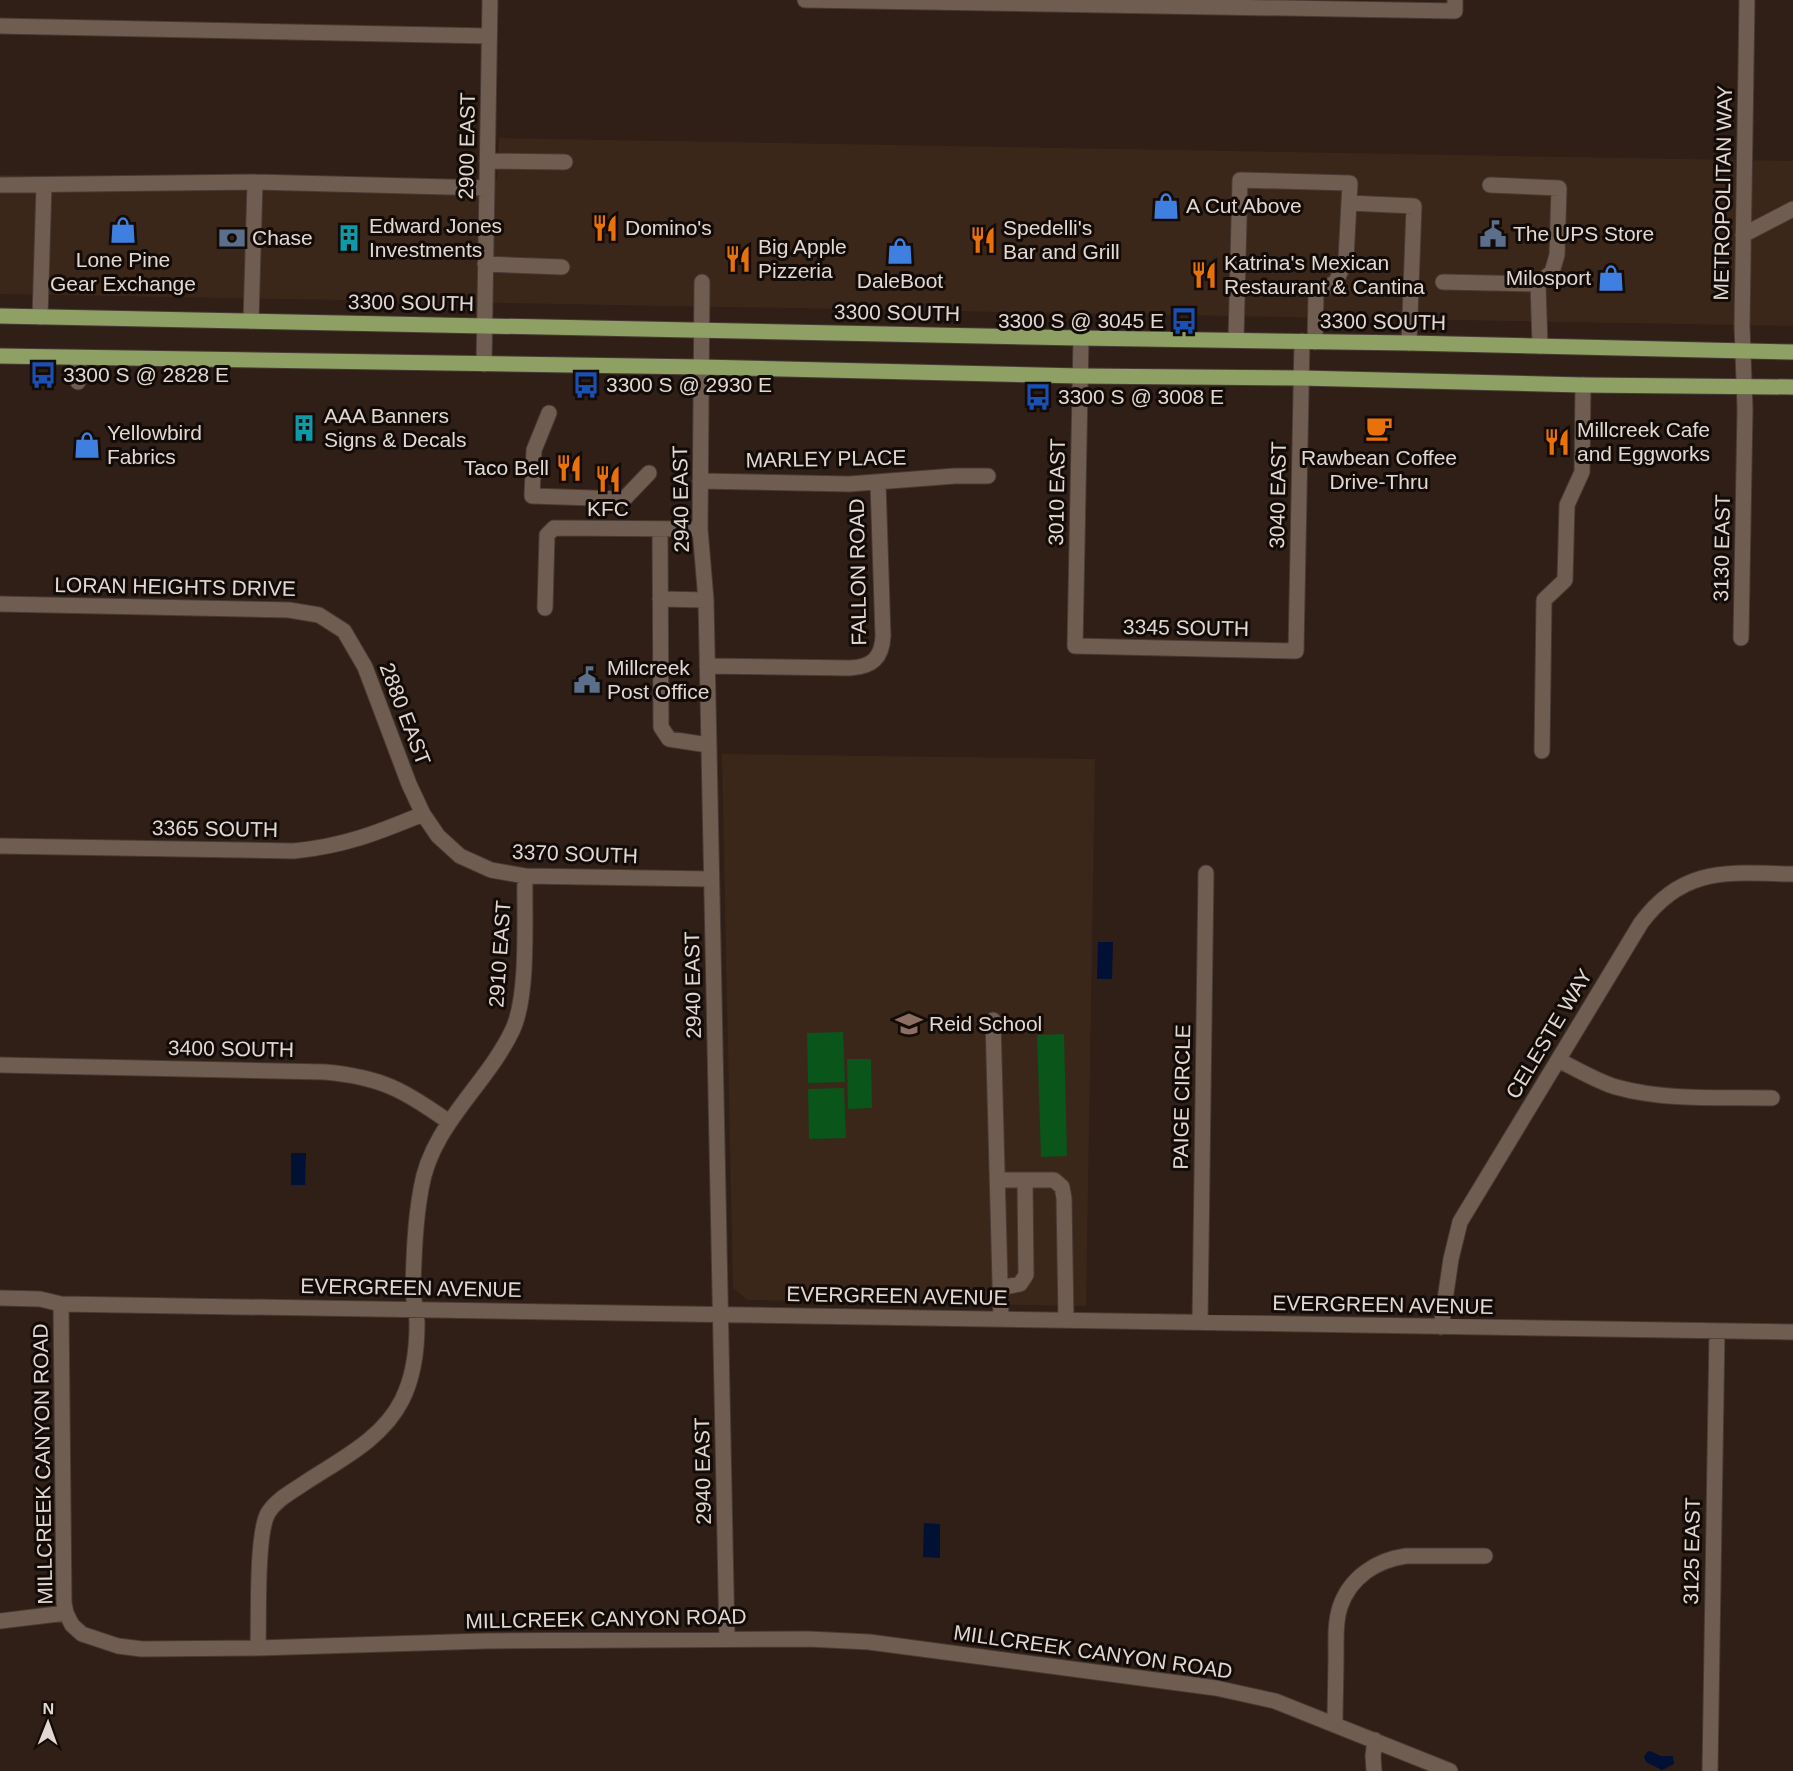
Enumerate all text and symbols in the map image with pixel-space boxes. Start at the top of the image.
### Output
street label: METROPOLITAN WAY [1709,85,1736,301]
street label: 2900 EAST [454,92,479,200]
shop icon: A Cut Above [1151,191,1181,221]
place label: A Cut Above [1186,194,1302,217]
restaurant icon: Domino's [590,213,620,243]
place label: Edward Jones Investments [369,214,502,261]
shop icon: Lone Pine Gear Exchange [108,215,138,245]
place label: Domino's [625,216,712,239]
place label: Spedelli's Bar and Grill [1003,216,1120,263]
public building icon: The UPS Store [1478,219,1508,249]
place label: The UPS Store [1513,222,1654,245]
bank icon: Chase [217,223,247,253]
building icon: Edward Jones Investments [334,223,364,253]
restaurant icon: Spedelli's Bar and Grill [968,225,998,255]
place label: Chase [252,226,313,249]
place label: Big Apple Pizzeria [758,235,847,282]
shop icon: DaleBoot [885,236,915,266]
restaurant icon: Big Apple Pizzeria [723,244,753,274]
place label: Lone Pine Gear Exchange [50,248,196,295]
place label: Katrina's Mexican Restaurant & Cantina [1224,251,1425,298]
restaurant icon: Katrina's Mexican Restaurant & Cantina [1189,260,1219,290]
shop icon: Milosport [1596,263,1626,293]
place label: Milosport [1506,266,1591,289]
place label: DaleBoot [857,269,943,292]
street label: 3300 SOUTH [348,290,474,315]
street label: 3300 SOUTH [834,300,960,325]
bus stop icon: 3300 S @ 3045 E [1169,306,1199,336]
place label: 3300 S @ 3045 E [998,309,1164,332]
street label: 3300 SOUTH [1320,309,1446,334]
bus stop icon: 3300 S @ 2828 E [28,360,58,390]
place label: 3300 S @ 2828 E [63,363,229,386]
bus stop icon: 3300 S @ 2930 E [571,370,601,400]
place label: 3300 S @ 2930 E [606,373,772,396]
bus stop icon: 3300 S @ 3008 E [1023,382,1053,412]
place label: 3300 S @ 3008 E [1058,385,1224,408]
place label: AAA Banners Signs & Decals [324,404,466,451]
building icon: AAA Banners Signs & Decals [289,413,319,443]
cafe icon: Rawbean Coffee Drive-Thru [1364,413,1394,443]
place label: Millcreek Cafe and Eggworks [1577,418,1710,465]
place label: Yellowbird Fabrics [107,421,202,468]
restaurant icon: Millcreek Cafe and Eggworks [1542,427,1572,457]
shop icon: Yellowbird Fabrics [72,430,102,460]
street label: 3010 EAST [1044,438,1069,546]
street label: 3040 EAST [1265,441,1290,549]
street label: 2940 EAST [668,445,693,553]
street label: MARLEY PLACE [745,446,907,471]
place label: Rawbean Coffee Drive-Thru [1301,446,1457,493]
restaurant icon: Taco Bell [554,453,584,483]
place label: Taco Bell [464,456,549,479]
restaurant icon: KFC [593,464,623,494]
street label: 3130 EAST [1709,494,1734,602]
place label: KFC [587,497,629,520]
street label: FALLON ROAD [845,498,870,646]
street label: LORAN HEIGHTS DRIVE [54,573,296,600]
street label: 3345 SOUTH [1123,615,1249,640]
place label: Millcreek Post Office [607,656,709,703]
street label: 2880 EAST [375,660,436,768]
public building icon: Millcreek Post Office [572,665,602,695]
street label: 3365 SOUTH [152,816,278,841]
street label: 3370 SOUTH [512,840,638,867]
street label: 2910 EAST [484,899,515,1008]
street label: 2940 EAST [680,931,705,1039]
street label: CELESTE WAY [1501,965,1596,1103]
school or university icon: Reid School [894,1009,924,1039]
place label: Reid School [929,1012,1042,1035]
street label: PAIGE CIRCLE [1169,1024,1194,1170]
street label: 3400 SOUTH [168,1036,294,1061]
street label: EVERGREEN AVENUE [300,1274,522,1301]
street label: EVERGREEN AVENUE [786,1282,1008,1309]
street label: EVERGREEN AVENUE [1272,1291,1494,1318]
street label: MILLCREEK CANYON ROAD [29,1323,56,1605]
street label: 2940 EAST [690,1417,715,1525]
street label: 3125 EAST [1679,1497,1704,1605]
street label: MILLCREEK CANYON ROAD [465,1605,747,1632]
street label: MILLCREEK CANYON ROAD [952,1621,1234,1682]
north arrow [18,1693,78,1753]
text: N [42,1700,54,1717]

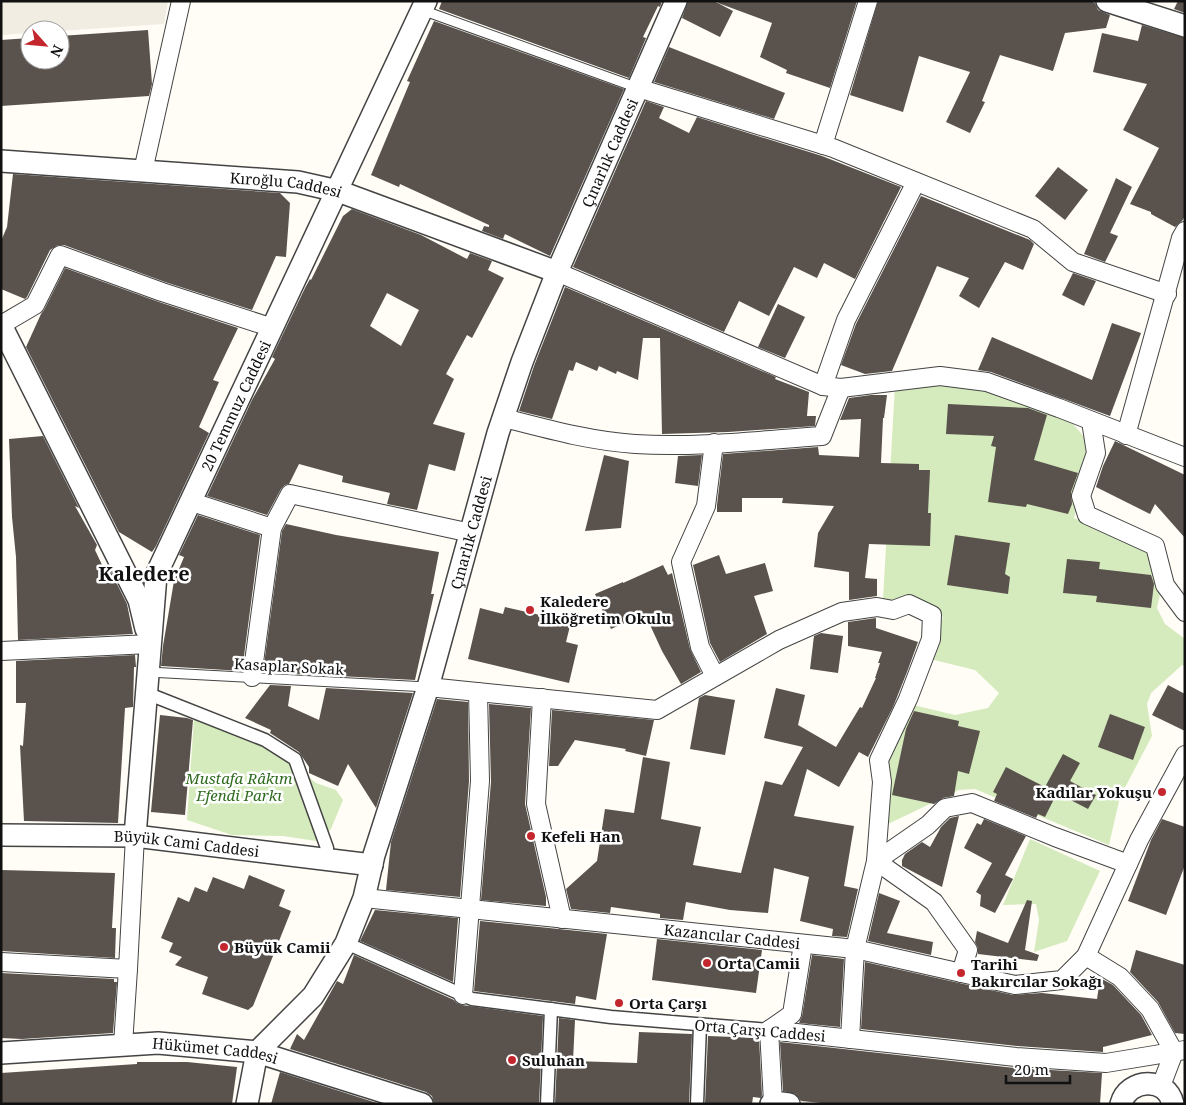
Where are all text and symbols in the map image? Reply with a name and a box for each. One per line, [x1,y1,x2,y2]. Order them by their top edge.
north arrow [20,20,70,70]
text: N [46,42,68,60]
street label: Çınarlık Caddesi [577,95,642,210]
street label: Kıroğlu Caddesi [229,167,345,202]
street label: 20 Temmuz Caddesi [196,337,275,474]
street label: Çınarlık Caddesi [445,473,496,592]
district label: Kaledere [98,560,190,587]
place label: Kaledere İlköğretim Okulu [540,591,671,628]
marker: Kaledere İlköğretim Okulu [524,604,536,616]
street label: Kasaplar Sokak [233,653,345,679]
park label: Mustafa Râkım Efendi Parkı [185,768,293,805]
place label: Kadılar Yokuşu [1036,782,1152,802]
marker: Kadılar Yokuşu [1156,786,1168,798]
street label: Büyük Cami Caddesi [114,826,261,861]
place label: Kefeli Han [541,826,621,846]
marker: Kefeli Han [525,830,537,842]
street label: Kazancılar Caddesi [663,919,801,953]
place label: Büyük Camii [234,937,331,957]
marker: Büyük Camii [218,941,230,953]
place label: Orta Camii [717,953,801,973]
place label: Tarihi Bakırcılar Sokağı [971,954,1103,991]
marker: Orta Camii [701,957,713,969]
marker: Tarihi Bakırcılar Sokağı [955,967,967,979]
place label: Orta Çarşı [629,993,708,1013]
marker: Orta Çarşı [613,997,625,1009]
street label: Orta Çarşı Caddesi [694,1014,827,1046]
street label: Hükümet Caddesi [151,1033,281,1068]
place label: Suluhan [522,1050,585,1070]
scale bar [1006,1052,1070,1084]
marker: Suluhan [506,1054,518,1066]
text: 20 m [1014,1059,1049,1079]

● **INSTRUCTIONS FOR THE TASK**: Only the pictures are to be dropped; all other material above must be repeated exactly.

● **EXERCISE RESULT**:
Enumerate all text and symbols in the map image with pixel-space boxes. Start at the top of the image.
### Output
street label: METROPOLITAN WAY [1709,85,1736,301]
street label: 2900 EAST [454,92,479,200]
shop icon: A Cut Above [1151,191,1181,221]
place label: A Cut Above [1186,194,1302,217]
restaurant icon: Domino's [590,213,620,243]
place label: Edward Jones Investments [369,214,502,261]
shop icon: Lone Pine Gear Exchange [108,215,138,245]
place label: Domino's [625,216,712,239]
place label: Spedelli's Bar and Grill [1003,216,1120,263]
public building icon: The UPS Store [1478,219,1508,249]
place label: The UPS Store [1513,222,1654,245]
bank icon: Chase [217,223,247,253]
building icon: Edward Jones Investments [334,223,364,253]
restaurant icon: Spedelli's Bar and Grill [968,225,998,255]
place label: Chase [252,226,313,249]
place label: Big Apple Pizzeria [758,235,847,282]
shop icon: DaleBoot [885,236,915,266]
restaurant icon: Big Apple Pizzeria [723,244,753,274]
place label: Lone Pine Gear Exchange [50,248,196,295]
place label: Katrina's Mexican Restaurant & Cantina [1224,251,1425,298]
restaurant icon: Katrina's Mexican Restaurant & Cantina [1189,260,1219,290]
shop icon: Milosport [1596,263,1626,293]
place label: Milosport [1506,266,1591,289]
place label: DaleBoot [857,269,943,292]
street label: 3300 SOUTH [348,290,474,315]
street label: 3300 SOUTH [834,300,960,325]
bus stop icon: 3300 S @ 3045 E [1169,306,1199,336]
place label: 3300 S @ 3045 E [998,309,1164,332]
street label: 3300 SOUTH [1320,309,1446,334]
bus stop icon: 3300 S @ 2828 E [28,360,58,390]
place label: 3300 S @ 2828 E [63,363,229,386]
bus stop icon: 3300 S @ 2930 E [571,370,601,400]
place label: 3300 S @ 2930 E [606,373,772,396]
bus stop icon: 3300 S @ 3008 E [1023,382,1053,412]
place label: 3300 S @ 3008 E [1058,385,1224,408]
place label: AAA Banners Signs & Decals [324,404,466,451]
building icon: AAA Banners Signs & Decals [289,413,319,443]
cafe icon: Rawbean Coffee Drive-Thru [1364,413,1394,443]
place label: Millcreek Cafe and Eggworks [1577,418,1710,465]
place label: Yellowbird Fabrics [107,421,202,468]
restaurant icon: Millcreek Cafe and Eggworks [1542,427,1572,457]
shop icon: Yellowbird Fabrics [72,430,102,460]
street label: 3010 EAST [1044,438,1069,546]
street label: 3040 EAST [1265,441,1290,549]
street label: 2940 EAST [668,445,693,553]
street label: MARLEY PLACE [745,446,907,471]
place label: Rawbean Coffee Drive-Thru [1301,446,1457,493]
restaurant icon: Taco Bell [554,453,584,483]
place label: Taco Bell [464,456,549,479]
restaurant icon: KFC [593,464,623,494]
street label: 3130 EAST [1709,494,1734,602]
place label: KFC [587,497,629,520]
street label: FALLON ROAD [845,498,870,646]
street label: LORAN HEIGHTS DRIVE [54,573,296,600]
street label: 3345 SOUTH [1123,615,1249,640]
place label: Millcreek Post Office [607,656,709,703]
street label: 2880 EAST [375,660,436,768]
public building icon: Millcreek Post Office [572,665,602,695]
street label: 3365 SOUTH [152,816,278,841]
street label: 3370 SOUTH [512,840,638,867]
street label: 2910 EAST [484,899,515,1008]
street label: 2940 EAST [680,931,705,1039]
street label: CELESTE WAY [1501,965,1596,1103]
school or university icon: Reid School [894,1009,924,1039]
place label: Reid School [929,1012,1042,1035]
street label: PAIGE CIRCLE [1169,1024,1194,1170]
street label: 3400 SOUTH [168,1036,294,1061]
street label: EVERGREEN AVENUE [300,1274,522,1301]
street label: EVERGREEN AVENUE [786,1282,1008,1309]
street label: EVERGREEN AVENUE [1272,1291,1494,1318]
street label: MILLCREEK CANYON ROAD [29,1323,56,1605]
street label: 2940 EAST [690,1417,715,1525]
street label: 3125 EAST [1679,1497,1704,1605]
street label: MILLCREEK CANYON ROAD [465,1605,747,1632]
street label: MILLCREEK CANYON ROAD [952,1621,1234,1682]
north arrow [18,1693,78,1753]
text: N [42,1700,54,1717]

Where are all text and symbols in the map image? Reply with a name and a box for each. One per line, [x1,y1,x2,y2]. Order them by their top edge.
north arrow [20,20,70,70]
text: N [46,42,68,60]
street label: Çınarlık Caddesi [577,95,642,210]
street label: Kıroğlu Caddesi [229,167,345,202]
street label: 20 Temmuz Caddesi [196,337,275,474]
street label: Çınarlık Caddesi [445,473,496,592]
district label: Kaledere [98,560,190,587]
place label: Kaledere İlköğretim Okulu [540,591,671,628]
marker: Kaledere İlköğretim Okulu [524,604,536,616]
street label: Kasaplar Sokak [233,653,345,679]
park label: Mustafa Râkım Efendi Parkı [185,768,293,805]
place label: Kadılar Yokuşu [1036,782,1152,802]
marker: Kadılar Yokuşu [1156,786,1168,798]
street label: Büyük Cami Caddesi [114,826,261,861]
place label: Kefeli Han [541,826,621,846]
marker: Kefeli Han [525,830,537,842]
street label: Kazancılar Caddesi [663,919,801,953]
place label: Büyük Camii [234,937,331,957]
marker: Büyük Camii [218,941,230,953]
place label: Orta Camii [717,953,801,973]
place label: Tarihi Bakırcılar Sokağı [971,954,1103,991]
marker: Orta Camii [701,957,713,969]
marker: Tarihi Bakırcılar Sokağı [955,967,967,979]
place label: Orta Çarşı [629,993,708,1013]
marker: Orta Çarşı [613,997,625,1009]
street label: Orta Çarşı Caddesi [694,1014,827,1046]
street label: Hükümet Caddesi [151,1033,281,1068]
place label: Suluhan [522,1050,585,1070]
scale bar [1006,1052,1070,1084]
marker: Suluhan [506,1054,518,1066]
text: 20 m [1014,1059,1049,1079]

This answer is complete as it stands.